The task
Write down each entry precisely as given.

Given data

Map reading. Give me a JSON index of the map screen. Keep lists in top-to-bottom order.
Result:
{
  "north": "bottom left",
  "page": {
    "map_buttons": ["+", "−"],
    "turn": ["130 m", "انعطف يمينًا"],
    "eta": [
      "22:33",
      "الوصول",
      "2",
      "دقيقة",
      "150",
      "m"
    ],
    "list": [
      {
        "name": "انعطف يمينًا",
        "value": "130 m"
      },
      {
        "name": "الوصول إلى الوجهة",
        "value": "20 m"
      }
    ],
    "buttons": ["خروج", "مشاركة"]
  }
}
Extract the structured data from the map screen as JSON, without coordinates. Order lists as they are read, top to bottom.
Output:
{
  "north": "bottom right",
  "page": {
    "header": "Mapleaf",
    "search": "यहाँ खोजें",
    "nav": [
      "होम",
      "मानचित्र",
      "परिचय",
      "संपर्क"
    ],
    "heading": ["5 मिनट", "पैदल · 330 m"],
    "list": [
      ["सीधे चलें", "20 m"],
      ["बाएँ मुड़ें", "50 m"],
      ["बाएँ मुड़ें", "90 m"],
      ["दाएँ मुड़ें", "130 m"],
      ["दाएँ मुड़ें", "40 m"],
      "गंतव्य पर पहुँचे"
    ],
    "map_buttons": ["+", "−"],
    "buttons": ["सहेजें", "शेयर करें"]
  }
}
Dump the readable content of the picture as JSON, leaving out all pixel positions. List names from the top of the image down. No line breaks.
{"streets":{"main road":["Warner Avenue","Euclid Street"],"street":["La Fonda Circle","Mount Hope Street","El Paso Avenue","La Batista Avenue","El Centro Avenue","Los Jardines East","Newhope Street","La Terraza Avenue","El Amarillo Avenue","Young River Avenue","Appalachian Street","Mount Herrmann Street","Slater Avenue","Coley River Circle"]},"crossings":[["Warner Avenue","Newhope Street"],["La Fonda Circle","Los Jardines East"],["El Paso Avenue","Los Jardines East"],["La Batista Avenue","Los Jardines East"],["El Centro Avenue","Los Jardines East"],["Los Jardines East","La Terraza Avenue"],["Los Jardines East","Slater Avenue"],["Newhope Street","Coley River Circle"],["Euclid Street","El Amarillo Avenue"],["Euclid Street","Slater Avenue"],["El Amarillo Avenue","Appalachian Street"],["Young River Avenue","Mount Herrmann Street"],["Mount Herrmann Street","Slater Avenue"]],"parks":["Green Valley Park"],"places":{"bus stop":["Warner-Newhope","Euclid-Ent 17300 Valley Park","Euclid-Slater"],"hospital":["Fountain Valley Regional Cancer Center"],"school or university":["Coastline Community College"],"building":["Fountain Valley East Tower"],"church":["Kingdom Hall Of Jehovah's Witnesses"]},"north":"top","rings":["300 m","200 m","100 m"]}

Task result
Map reading. Give me a JSON index of the map screen. Keep lists in top-to-bottom order.
Result:
{
  "north": "bottom left",
  "page": {
    "map_buttons": ["+", "−"],
    "turn": ["130 m", "انعطف يمينًا"],
    "eta": [
      "22:33",
      "الوصول",
      "2",
      "دقيقة",
      "150",
      "m"
    ],
    "list": [
      {
        "name": "انعطف يمينًا",
        "value": "130 m"
      },
      {
        "name": "الوصول إلى الوجهة",
        "value": "20 m"
      }
    ],
    "buttons": ["خروج", "مشاركة"]
  }
}
Extract the structured data from the map screen as JSON, without coordinates. Order lists as they are read, top to bottom.
Output:
{
  "north": "bottom right",
  "page": {
    "header": "Mapleaf",
    "search": "यहाँ खोजें",
    "nav": [
      "होम",
      "मानचित्र",
      "परिचय",
      "संपर्क"
    ],
    "heading": ["5 मिनट", "पैदल · 330 m"],
    "list": [
      ["सीधे चलें", "20 m"],
      ["बाएँ मुड़ें", "50 m"],
      ["बाएँ मुड़ें", "90 m"],
      ["दाएँ मुड़ें", "130 m"],
      ["दाएँ मुड़ें", "40 m"],
      "गंतव्य पर पहुँचे"
    ],
    "map_buttons": ["+", "−"],
    "buttons": ["सहेजें", "शेयर करें"]
  }
}
Dump the readable content of the picture as JSON, leaving out all pixel positions. List names from the top of the image down. No line breaks.
{"streets":{"main road":["Warner Avenue","Euclid Street"],"street":["La Fonda Circle","Mount Hope Street","El Paso Avenue","La Batista Avenue","El Centro Avenue","Los Jardines East","Newhope Street","La Terraza Avenue","El Amarillo Avenue","Young River Avenue","Appalachian Street","Mount Herrmann Street","Slater Avenue","Coley River Circle"]},"crossings":[["Warner Avenue","Newhope Street"],["La Fonda Circle","Los Jardines East"],["El Paso Avenue","Los Jardines East"],["La Batista Avenue","Los Jardines East"],["El Centro Avenue","Los Jardines East"],["Los Jardines East","La Terraza Avenue"],["Los Jardines East","Slater Avenue"],["Newhope Street","Coley River Circle"],["Euclid Street","El Amarillo Avenue"],["Euclid Street","Slater Avenue"],["El Amarillo Avenue","Appalachian Street"],["Young River Avenue","Mount Herrmann Street"],["Mount Herrmann Street","Slater Avenue"]],"parks":["Green Valley Park"],"places":{"bus stop":["Warner-Newhope","Euclid-Ent 17300 Valley Park","Euclid-Slater"],"hospital":["Fountain Valley Regional Cancer Center"],"school or university":["Coastline Community College"],"building":["Fountain Valley East Tower"],"church":["Kingdom Hall Of Jehovah's Witnesses"]},"north":"top","rings":["300 m","200 m","100 m"]}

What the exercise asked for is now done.